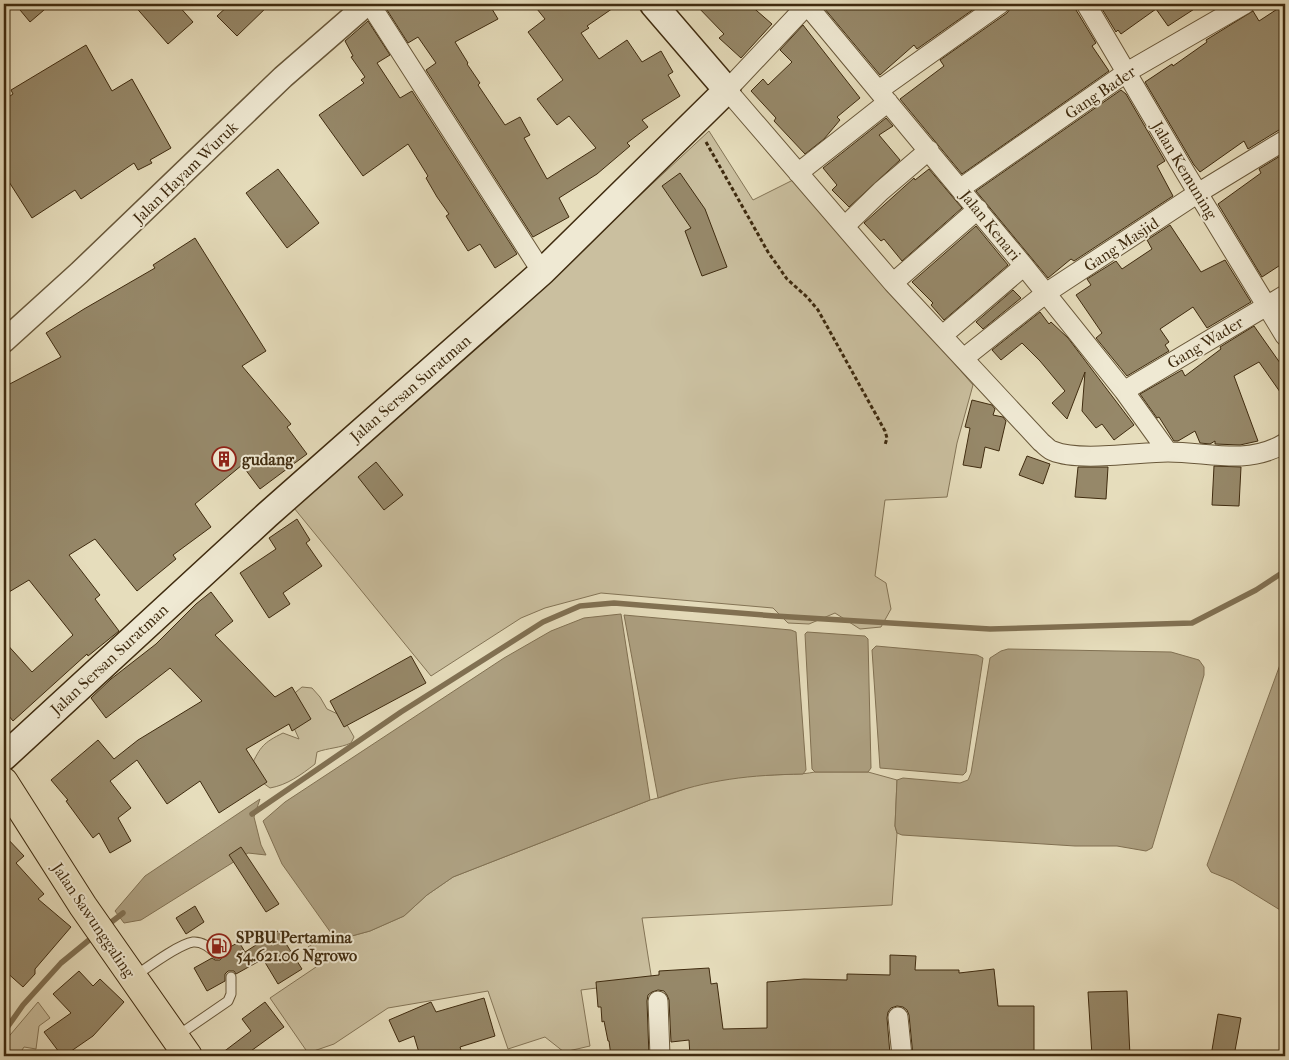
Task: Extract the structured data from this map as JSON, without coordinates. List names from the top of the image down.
{
  "streets": {
    "main road": ["Jalan Sersan Suratman", "Jalan Sawunggaling"],
    "street": [
      "Gang Bader",
      "Jalan Kemuning",
      "Jalan Hayam Wuruk",
      "Jalan Kenari",
      "Gang Masjid",
      "Gang Wader"
    ]
  },
  "crossings": [
    ["Gang Bader", "Jalan Kemuning"],
    ["Gang Bader", "Jalan Kenari"],
    ["Jalan Kemuning", "Gang Masjid"],
    ["Jalan Kemuning", "Gang Wader"],
    ["Jalan Kenari", "Gang Masjid"],
    ["Jalan Kenari", "Gang Wader"]
  ],
  "places": {
    "building": ["gudang"],
    "fuel station": ["SPBU Pertamina 54.621.06 Ngrowo"]
  }
}
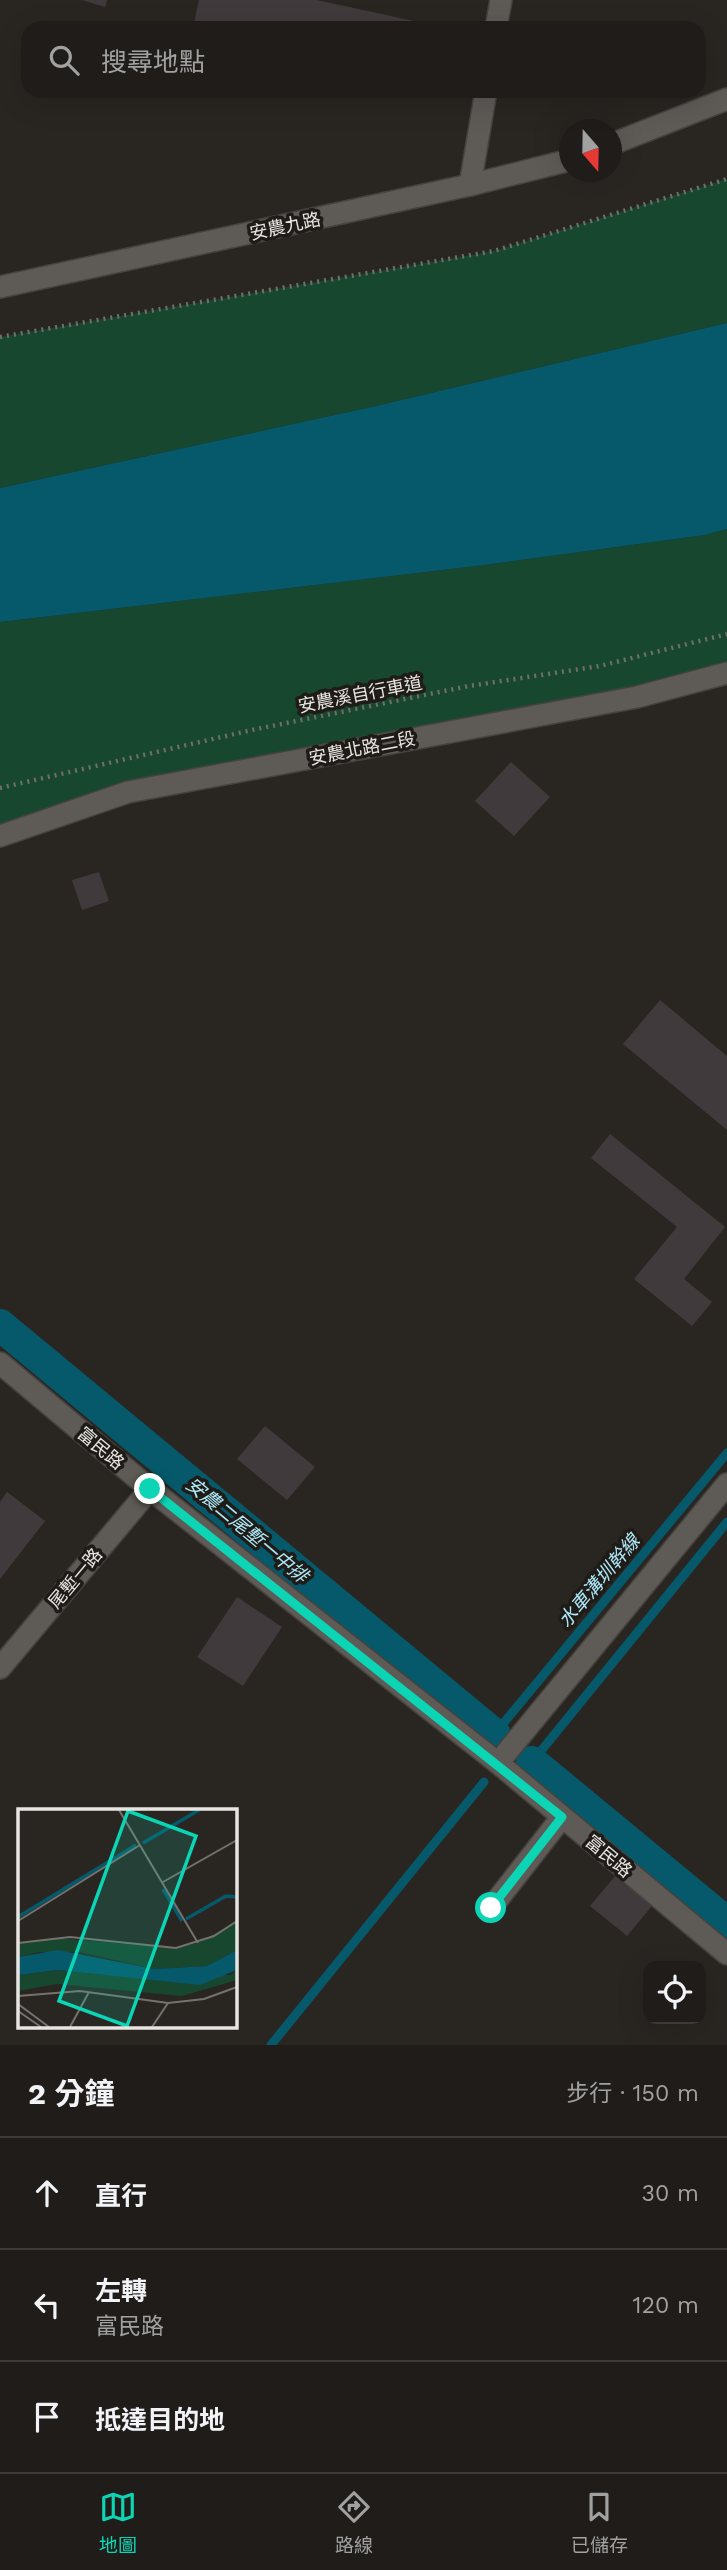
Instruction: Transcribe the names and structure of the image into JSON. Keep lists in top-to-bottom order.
{
  "streets": {
    "street": [
      "安農九路",
      "安農北路二段",
      "富民路",
      "尾塹一路"
    ],
    "path": ["安農溪自行車道"]
  },
  "crossings": [
    ["富民路", "尾塹一路"]
  ],
  "water": ["安農二尾塹一中排", "水車溝圳幹線"],
  "north": "bottom",
  "page": {
    "search": "搜尋地點",
    "heading": ["2 分鐘", "步行 · 150 m"],
    "list": [
      ["直行", "30 m"],
      ["左轉", "富民路", "120 m"],
      "抵達目的地"
    ],
    "nav": ["地圖", "路線", "已儲存"]
  }
}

####

The response should hold only an exact repeat of the lines from the one with "Instruction: Transcribe the" to the final line of the listing above.

Instruction: Transcribe the names and structure of the image into JSON. Keep lists in top-to-bottom order.
{
  "streets": {
    "street": [
      "安農九路",
      "安農北路二段",
      "富民路",
      "尾塹一路"
    ],
    "path": ["安農溪自行車道"]
  },
  "crossings": [
    ["富民路", "尾塹一路"]
  ],
  "water": ["安農二尾塹一中排", "水車溝圳幹線"],
  "north": "bottom",
  "page": {
    "search": "搜尋地點",
    "heading": ["2 分鐘", "步行 · 150 m"],
    "list": [
      ["直行", "30 m"],
      ["左轉", "富民路", "120 m"],
      "抵達目的地"
    ],
    "nav": ["地圖", "路線", "已儲存"]
  }
}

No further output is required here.